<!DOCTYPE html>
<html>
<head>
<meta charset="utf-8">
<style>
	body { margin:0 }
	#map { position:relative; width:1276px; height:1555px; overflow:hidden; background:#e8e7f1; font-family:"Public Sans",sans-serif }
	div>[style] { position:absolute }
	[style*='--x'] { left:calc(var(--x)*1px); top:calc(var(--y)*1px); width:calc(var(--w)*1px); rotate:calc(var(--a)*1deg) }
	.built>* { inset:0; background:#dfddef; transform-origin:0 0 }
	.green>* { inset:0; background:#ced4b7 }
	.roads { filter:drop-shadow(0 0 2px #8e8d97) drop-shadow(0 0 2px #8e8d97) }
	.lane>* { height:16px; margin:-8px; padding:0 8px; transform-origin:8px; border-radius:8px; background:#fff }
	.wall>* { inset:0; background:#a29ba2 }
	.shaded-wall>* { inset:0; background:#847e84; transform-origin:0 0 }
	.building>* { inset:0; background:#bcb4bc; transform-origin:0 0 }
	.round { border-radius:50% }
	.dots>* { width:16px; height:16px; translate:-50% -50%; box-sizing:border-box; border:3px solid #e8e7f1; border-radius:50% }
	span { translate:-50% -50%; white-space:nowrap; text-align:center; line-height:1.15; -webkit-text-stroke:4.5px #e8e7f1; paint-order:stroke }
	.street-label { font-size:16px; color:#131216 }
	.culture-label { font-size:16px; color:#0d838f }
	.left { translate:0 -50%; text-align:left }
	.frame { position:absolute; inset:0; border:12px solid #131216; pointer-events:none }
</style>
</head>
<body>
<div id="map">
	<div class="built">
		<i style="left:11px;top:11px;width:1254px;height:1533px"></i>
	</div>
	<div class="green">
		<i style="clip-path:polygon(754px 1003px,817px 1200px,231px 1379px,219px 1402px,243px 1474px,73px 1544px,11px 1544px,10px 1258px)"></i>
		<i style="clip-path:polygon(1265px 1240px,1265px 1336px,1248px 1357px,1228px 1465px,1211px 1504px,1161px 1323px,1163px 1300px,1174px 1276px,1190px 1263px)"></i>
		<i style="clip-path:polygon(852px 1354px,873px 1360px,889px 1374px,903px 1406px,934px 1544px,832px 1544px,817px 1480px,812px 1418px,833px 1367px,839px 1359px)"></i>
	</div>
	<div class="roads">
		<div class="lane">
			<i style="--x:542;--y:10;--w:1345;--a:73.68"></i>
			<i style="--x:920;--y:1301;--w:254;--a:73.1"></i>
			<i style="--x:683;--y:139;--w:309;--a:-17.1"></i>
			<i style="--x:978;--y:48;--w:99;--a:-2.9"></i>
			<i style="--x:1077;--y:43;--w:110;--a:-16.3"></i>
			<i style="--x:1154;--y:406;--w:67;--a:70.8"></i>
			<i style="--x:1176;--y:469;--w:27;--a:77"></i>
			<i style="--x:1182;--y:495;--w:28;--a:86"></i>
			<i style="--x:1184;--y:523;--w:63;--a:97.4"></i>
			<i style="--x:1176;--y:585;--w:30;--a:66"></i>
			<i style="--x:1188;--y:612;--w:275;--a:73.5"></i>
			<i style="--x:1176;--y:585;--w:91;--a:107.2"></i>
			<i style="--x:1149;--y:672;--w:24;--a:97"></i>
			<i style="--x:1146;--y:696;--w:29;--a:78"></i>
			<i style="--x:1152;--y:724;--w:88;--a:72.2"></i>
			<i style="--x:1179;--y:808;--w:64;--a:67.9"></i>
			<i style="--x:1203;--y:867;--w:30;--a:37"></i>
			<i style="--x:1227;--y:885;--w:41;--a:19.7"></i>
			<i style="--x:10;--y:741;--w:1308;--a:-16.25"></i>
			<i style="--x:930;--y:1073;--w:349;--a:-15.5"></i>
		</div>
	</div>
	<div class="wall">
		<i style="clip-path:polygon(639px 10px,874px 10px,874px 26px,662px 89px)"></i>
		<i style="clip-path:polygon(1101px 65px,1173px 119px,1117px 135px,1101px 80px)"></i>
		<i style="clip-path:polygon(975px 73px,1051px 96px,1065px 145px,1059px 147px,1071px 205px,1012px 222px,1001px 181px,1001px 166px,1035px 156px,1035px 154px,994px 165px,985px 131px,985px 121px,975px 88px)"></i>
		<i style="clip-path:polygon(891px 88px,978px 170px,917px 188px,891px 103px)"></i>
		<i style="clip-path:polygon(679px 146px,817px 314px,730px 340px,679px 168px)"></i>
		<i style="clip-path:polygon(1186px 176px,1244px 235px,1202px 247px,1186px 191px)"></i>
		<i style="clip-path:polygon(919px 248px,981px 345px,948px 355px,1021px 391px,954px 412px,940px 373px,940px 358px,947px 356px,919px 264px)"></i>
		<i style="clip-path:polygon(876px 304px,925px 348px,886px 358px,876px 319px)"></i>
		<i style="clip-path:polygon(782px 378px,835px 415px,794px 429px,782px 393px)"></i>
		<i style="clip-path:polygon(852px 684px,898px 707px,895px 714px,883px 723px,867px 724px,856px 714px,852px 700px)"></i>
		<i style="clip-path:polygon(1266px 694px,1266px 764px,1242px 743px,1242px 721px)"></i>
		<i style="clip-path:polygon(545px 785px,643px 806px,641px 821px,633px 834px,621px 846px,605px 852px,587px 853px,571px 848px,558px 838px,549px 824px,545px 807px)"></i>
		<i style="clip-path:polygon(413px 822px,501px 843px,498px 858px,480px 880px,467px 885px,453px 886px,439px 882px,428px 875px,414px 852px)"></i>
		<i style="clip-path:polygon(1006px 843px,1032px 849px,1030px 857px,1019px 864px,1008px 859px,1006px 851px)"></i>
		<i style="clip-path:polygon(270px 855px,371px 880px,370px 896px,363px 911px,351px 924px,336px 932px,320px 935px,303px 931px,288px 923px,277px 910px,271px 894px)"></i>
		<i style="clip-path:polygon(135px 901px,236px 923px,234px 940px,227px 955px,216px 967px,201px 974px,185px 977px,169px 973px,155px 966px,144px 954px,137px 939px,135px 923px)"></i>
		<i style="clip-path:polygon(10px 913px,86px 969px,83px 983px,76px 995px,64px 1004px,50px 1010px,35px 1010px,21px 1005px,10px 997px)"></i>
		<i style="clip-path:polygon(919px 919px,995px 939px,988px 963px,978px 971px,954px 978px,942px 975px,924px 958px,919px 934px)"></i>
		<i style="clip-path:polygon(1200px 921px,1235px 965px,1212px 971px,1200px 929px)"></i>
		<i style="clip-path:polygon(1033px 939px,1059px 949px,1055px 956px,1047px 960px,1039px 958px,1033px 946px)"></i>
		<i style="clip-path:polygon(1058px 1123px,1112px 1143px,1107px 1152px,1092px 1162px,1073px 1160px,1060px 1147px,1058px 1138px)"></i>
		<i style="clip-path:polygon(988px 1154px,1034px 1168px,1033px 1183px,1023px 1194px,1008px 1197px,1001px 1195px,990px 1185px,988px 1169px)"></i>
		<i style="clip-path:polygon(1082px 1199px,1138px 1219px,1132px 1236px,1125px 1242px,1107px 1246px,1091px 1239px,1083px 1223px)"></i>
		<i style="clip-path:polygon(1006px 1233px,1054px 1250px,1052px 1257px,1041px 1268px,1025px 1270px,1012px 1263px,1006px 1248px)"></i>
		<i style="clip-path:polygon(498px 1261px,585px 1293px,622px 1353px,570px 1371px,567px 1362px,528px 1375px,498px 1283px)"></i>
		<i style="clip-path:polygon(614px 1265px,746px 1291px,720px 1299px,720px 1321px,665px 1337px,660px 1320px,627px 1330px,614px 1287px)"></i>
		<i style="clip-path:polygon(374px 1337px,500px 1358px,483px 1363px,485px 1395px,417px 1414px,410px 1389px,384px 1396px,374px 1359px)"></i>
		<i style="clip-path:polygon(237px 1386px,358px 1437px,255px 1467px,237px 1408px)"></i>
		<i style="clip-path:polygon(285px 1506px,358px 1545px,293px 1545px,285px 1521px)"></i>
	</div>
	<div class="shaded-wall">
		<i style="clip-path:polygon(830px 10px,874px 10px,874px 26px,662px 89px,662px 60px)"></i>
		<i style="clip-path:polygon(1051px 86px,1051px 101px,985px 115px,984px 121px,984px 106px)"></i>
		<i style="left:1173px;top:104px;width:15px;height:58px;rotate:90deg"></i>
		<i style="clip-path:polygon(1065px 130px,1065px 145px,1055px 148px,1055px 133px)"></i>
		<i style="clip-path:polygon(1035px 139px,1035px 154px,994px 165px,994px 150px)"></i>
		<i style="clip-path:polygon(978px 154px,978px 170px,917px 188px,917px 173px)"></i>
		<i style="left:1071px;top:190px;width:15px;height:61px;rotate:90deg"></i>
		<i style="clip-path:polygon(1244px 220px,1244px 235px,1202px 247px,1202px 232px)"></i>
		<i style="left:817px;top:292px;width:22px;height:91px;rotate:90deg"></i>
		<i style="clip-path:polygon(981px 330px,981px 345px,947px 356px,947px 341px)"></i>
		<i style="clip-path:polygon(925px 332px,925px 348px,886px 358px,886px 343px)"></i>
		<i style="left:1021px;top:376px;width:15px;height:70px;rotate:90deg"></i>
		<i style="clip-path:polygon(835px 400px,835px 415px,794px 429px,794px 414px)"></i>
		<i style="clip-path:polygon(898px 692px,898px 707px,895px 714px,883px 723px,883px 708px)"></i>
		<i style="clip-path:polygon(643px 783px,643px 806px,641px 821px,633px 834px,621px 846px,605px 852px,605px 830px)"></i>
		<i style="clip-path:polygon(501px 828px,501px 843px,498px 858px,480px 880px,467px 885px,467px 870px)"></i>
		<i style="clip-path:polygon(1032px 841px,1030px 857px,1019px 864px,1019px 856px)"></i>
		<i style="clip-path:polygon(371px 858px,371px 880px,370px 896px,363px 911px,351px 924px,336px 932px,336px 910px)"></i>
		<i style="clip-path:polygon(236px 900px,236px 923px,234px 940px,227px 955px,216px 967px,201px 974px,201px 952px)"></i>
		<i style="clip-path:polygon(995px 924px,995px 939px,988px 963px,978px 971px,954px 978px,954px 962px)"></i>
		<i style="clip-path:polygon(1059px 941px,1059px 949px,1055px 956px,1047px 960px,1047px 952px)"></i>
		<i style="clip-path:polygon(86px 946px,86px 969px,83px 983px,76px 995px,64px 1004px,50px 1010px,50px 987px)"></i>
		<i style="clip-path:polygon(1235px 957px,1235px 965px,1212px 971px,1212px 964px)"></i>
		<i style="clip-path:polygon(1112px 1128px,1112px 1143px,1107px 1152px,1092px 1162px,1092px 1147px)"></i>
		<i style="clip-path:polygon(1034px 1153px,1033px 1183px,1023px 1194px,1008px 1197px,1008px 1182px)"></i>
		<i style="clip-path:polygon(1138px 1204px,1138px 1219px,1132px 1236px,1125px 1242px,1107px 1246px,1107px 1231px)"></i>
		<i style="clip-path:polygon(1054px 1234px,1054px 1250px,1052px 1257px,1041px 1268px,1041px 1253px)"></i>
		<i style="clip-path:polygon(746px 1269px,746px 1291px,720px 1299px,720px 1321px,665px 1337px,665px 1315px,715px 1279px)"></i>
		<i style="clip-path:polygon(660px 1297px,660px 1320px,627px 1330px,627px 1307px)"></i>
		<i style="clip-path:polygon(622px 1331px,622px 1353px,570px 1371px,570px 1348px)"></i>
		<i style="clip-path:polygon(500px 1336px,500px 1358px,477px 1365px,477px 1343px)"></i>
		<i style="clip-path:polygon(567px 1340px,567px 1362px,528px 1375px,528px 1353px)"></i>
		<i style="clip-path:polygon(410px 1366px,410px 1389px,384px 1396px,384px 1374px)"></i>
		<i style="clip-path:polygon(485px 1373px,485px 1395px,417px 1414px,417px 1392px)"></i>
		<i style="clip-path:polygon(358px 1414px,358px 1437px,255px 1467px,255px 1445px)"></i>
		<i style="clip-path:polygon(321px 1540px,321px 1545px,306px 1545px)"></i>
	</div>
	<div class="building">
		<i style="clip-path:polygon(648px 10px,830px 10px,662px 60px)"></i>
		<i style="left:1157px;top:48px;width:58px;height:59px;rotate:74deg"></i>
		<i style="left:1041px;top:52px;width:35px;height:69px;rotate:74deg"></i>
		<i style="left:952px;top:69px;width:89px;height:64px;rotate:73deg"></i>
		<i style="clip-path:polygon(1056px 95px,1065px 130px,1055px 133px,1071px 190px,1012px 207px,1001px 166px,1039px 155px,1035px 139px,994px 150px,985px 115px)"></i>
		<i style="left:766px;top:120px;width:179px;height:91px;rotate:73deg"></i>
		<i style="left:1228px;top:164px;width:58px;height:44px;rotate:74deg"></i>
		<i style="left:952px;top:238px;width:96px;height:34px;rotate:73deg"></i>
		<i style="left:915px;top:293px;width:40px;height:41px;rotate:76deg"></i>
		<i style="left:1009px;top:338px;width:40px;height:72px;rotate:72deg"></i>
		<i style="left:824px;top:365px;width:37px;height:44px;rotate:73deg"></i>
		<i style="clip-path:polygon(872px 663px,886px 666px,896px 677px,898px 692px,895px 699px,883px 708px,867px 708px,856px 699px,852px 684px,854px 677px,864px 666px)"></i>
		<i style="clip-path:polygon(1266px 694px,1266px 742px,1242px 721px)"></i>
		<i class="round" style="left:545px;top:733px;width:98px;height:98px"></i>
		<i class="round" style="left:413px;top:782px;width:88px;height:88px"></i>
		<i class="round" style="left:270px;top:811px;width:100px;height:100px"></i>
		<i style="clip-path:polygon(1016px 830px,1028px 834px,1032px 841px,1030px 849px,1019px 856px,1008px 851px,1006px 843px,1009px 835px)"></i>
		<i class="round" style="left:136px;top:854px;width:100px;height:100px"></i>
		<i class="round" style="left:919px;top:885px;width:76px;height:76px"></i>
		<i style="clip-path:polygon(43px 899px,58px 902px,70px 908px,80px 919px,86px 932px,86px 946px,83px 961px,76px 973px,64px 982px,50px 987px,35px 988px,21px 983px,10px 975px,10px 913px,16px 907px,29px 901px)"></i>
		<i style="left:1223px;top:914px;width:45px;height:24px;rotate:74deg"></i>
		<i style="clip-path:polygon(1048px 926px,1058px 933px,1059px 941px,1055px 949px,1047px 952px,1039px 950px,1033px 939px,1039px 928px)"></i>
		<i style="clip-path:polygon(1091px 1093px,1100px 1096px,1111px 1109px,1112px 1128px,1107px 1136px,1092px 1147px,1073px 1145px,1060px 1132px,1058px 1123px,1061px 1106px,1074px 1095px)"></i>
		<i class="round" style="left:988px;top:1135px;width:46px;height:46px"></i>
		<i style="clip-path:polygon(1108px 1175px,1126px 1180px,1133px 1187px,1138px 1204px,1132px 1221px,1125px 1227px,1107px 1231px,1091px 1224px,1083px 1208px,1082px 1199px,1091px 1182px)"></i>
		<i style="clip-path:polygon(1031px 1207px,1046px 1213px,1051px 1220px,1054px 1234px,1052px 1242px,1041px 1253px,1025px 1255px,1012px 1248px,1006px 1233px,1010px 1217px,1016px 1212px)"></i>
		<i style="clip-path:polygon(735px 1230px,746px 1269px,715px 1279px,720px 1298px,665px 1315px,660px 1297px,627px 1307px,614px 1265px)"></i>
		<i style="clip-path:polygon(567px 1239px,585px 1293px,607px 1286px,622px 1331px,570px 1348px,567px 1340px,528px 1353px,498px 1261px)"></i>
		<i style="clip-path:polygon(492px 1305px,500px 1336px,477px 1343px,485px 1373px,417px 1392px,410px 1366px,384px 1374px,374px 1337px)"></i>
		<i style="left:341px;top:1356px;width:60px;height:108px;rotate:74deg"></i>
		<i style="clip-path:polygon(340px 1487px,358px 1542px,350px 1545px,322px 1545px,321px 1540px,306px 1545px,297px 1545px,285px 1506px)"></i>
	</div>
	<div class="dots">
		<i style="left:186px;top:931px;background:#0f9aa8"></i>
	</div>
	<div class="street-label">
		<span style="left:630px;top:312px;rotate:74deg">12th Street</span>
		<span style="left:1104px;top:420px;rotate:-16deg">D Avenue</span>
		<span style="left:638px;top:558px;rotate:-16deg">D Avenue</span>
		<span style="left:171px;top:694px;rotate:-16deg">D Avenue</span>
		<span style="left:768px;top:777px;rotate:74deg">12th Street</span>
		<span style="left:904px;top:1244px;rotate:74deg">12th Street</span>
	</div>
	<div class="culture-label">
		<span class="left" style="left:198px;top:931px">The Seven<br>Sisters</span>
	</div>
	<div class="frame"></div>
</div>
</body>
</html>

Instructions to follow:
Wherever the string "font" appears in the records, copy the whole line.

Completed exercise:
	#map { position:relative; width:1276px; height:1555px; overflow:hidden; background:#e8e7f1; font-family:"Public Sans",sans-serif }
	.street-label { font-size:16px; color:#131216 }
	.culture-label { font-size:16px; color:#0d838f }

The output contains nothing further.